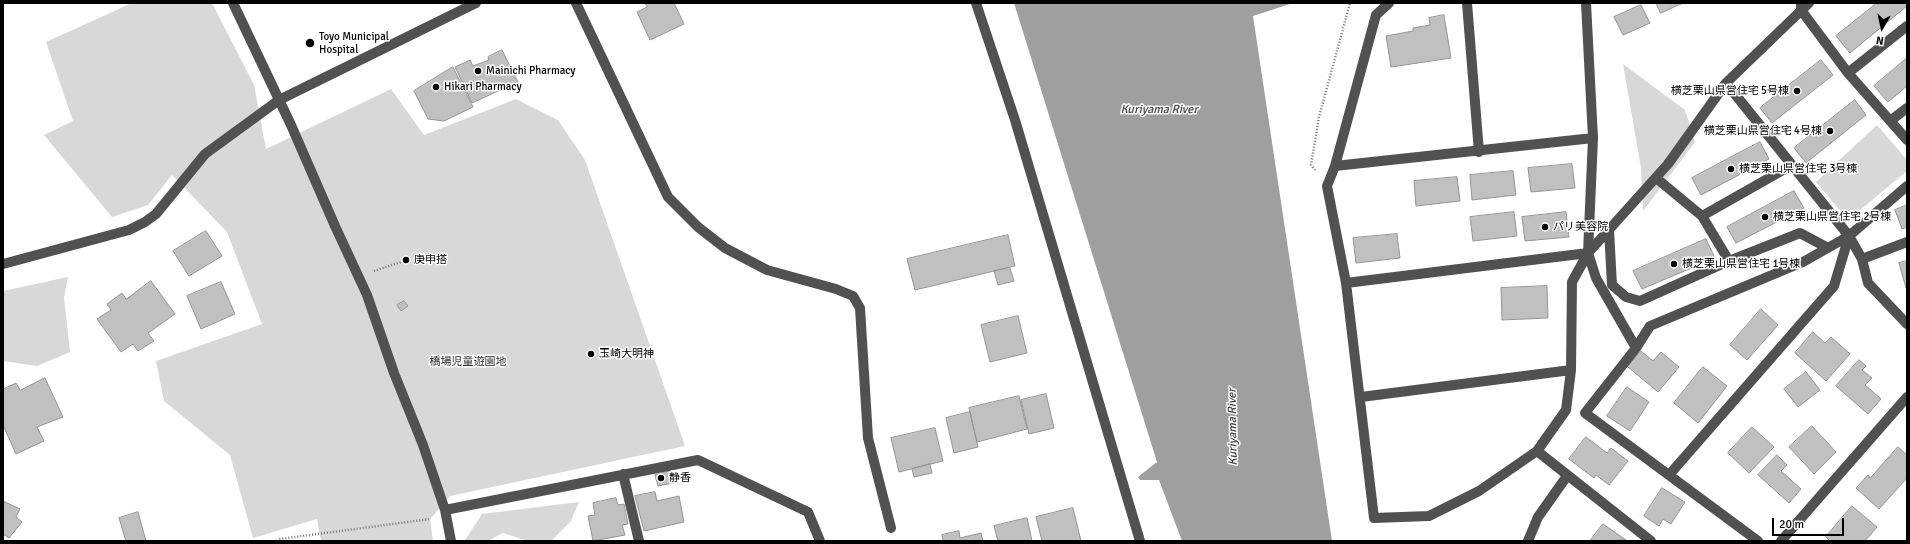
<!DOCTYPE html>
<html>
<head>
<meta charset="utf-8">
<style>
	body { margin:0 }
	#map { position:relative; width:1910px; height:544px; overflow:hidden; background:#fff; font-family:Signika,sans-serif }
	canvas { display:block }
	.frame { position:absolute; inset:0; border:4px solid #000; pointer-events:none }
	.north { position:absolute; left:1862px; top:8px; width:40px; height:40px; -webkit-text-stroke:3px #fff; paint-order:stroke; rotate:189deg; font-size:11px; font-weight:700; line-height:16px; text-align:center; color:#000 }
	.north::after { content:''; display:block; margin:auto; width:14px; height:18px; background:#000; clip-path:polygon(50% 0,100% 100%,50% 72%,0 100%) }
	.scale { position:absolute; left:1772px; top:518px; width:72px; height:18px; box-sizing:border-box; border:2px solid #000; border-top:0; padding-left:5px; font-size:12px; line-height:14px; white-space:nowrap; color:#000; -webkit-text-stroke:3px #fff; paint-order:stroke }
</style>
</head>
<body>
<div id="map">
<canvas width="1910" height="544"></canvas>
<div class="frame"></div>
<div class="north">N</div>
<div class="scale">20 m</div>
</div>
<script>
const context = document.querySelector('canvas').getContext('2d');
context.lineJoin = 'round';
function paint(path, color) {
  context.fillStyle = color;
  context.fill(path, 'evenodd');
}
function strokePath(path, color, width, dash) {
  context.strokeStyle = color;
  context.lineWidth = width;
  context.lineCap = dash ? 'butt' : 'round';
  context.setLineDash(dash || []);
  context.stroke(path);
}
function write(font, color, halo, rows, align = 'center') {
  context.font = font + ' Signika,"Noto Sans JP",sans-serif';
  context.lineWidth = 3;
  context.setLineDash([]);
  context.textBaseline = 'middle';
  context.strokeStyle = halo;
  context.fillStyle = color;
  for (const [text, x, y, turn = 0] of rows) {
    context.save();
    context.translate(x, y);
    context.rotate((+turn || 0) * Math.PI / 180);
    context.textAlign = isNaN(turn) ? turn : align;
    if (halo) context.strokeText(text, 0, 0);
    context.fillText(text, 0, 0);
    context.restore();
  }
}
const green = new Path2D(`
	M132 3H212L254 85 266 149 391 89 424 135 516 99 558 120 585 160 685 446 450 496 430 519 433 541H321L317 519 253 538 230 455 164 401 156 361 262 324 227 232 172 175 148 205 112 217 44 135 73 121 46 42Z
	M1623 64 1685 110 1695 142 1643 211 1641 168Z
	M1877 125 1907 160V171L1848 220 1816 182Z
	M68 277 64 298 70 352 37 366 3 361V291Z
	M579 502 571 521 551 541H528L503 533 488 541 465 540 482 514Z`);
const water = new Path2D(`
	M1014 3H1293L1253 16 1332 541H1182L1159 480H1140L1138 477 1157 462Z`);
const building = new Path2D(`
	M645 3H674L684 24 650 40 637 12 647 7Z
	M1656 3H1683L1661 13Z
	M1877 3H1907V6L1850 53 1836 36Z
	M1641 5 1650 23 1623 35 1614 17Z
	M1444 15 1451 58 1391 67 1386 36 1413 31V28L1430 25 1429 18Z
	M502 50 518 82 472 103 455 67 470 60 473 66 489 60 488 57Z
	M1907 58V86L1888 102 1874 86Z
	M1821 60 1833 75 1772 123 1760 108Z
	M453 67 473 107 444 121 428 119 414 91Z
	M1855 100 1866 115 1806 163 1794 148Z
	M1760 142 1769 159 1701 195 1692 178Z
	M1572 164 1575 188 1531 192 1528 168Z
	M1513 171 1516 195 1472 200 1470 175Z
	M1457 177 1460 201 1416 206 1414 181Z
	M1794 191 1804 208 1736 243 1727 227Z
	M1907 205V227L1902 229 1895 210Z
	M1514 212 1517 236 1473 241 1470 217Z
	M1566 212 1569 237 1525 241 1522 217Z
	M206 231 222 256 189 276 173 251Z
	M1397 234 1400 258 1356 263 1353 238Z
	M1008 235 1015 266 915 290 907 259Z
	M1706 239 1715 258 1642 289 1633 271Z
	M1907 261V287L1906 288 1899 263Z
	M1010 268 1014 281 998 285 994 271Z
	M151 281 175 314 148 333 154 341 138 351 133 344 121 352 97 319 111 310 107 304 122 293 126 299Z
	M221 282 235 314 201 329 187 296Z
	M1547 286 1548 318 1502 320 1501 288Z
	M404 301 408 306 401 311 397 305Z
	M1761 309 1778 325 1747 360 1730 345Z
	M1018 316 1027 353 990 362 981 325Z
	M1813 332 1825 343 1831 337 1850 354 1826 381 1795 353Z
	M1641 351 1653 361 1661 352 1679 367 1658 392 1628 367Z
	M1859 360 1866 366 1862 370 1872 378 1865 385 1881 399 1868 414 1836 386Z
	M1703 367 1727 386 1698 423 1674 403Z
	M1806 372 1820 390 1798 407 1784 389Z
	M45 378 63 417 37 427 44 441 16 454 3 425V389L16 383 20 390Z
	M1627 387 1649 402 1630 431 1607 416Z
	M1046 394 1054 428 1029 434 1021 400Z
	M1019 396 1027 429 977 442 969 408Z
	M970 412 978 447 954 453 946 418Z
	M1812 426 1836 452 1814 474 1789 447Z
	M1752 427 1774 447 1749 473 1728 453Z
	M935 428 943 461 899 472 891 438Z
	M1586 437 1607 453 1611 448 1628 461 1609 485 1596 475 1594 478 1569 459Z
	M1898 447 1907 455V478L1879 509 1856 488 1868 475 1870 478Z
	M1777 455 1787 465 1781 471 1801 489 1789 503 1758 475Z
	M930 464 932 473 914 477 912 469Z
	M671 471 673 483 658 486 655 475Z
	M1662 488 1685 502 1671 524 1663 519 1659 526 1644 516Z
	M655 492 657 501 679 496 684 522 644 531 635 496Z
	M616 498 618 505 624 504 628 524 622 525 625 535 593 541 588 516 595 515 593 503Z
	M3 501 20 509 16 517 22 522 9 538 3 534Z
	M1852 506 1877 527 1865 541H1830L1826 537Z
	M1073 508 1081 541H1042L1036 517Z
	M138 512 146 541H126L119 518Z
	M1027 518 1032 541H998L994 526Z
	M1603 524 1626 540 1590 541Z
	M959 531 960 538 981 533 983 541H943L942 535Z`);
const path = new Path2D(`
	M1315 170 1311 165 1319 117 1350 3
	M374 271 404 261
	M277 541 280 539 430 519`);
const minor = new Path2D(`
	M233 3 291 125 335 226 367 295 394 373 423 445 445 510 451 541
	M576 3 668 197 698 227 725 248 767 270 836 289 853 296 860 308 868 438 891 528
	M976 3 1015 120 1140 541
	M1389 3 1376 15 1335 166 1327 186 1346 283 1374 518 1429 516 1479 491 1537 451 1566 410 1571 370 1572 282 1588 253 1593 138 1586 3
	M1467 3 1479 152
	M1801 5V10L1848 73 1907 140
	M1848 73 1907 26
	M1726 83 1849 236 1862 259 1868 283 1907 324
	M1890 121 1907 108
	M1335 166 1593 138
	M1656 178 1702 216 1729 261
	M1702 216 1792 165
	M1609 230 1612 285 1626 297 1640 301 1729 261 1800 233 1828 248
	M1588 253 1596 278 1636 348
	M1862 259 1907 242
	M3 264 129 230 145 222 156 214 205 154 279 100 476 3
	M1346 283 1588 253 1668 164 1726 83 1809 3
	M1361 397 1571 370
	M1537 451 1651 541
	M623 474 639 541
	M1669 475 1834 286 1849 236
	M445 510 698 460 808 512 820 541
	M1528 541 1538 517 1567 476
	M1758 541 1585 413 1636 348 1650 326 1803 262 1849 236 1907 186
	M1781 541 1907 397`);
const markers = [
	[310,43,5,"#000"],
	[478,71,4,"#000"],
	[436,87,4,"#000"],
	[1797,91,4,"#000"],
	[1830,131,4,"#000"],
	[1731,169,4,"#000"],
	[1765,217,4,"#000"],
	[1545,227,4,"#000"],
	[406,260,4,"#000"],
	[1674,264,4,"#000"],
	[591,354,4,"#000"],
	[661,478,4,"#000"]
];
const poiNames = [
	["Toyo Municipal",319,37],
	["Hospital",319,50],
	["Mainichi Pharmacy",486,71],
	["Hikari Pharmacy",444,87],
	["横芝栗山県営住宅 5号棟",1789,91,"right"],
	["横芝栗山県営住宅 4号棟",1822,131,"right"],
	["横芝栗山県営住宅 3号棟",1739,169],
	["横芝栗山県営住宅 2号棟",1773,217],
	["パリ美容院",1553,227],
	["庚申搭",414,260],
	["横芝栗山県営住宅 1号棟",1682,264],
	["玉崎大明神",599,354],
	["静香",669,478]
];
const parkNames = [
	["橋場児童遊園地",468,362]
];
const waterNames = [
	["Kuriyama River",1159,110],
	["Kuriyama River",1233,427,-91]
];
paint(green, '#d8d8d8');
paint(water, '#9f9f9f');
paint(building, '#c0c0c0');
strokePath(building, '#959595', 1);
strokePath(path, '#737373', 2.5, [1, 2]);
strokePath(minor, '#515151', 10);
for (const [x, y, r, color] of markers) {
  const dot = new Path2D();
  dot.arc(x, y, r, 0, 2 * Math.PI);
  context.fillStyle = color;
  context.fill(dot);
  strokePath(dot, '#fff', 1.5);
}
write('11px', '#000', '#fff', poiNames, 'left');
write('11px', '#2f2f2f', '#fff', parkNames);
write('italic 12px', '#404040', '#fff', waterNames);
</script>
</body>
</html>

## ACTIVITY
Your task is to retype the entries verbatim, starting with the line that holds "context = document.querySelector('canvas').getContext('2d');" and stopping after the line that holds "function write(font, color, halo, rows, align".

## ANSWER FOR THE TASK
const context = document.querySelector('canvas').getContext('2d');
context.lineJoin = 'round';
function paint(path, color) {
  context.fillStyle = color;
  context.fill(path, 'evenodd');
}
function strokePath(path, color, width, dash) {
  context.strokeStyle = color;
  context.lineWidth = width;
  context.lineCap = dash ? 'butt' : 'round';
  context.setLineDash(dash || []);
  context.stroke(path);
}
function write(font, color, halo, rows, align = 'center') {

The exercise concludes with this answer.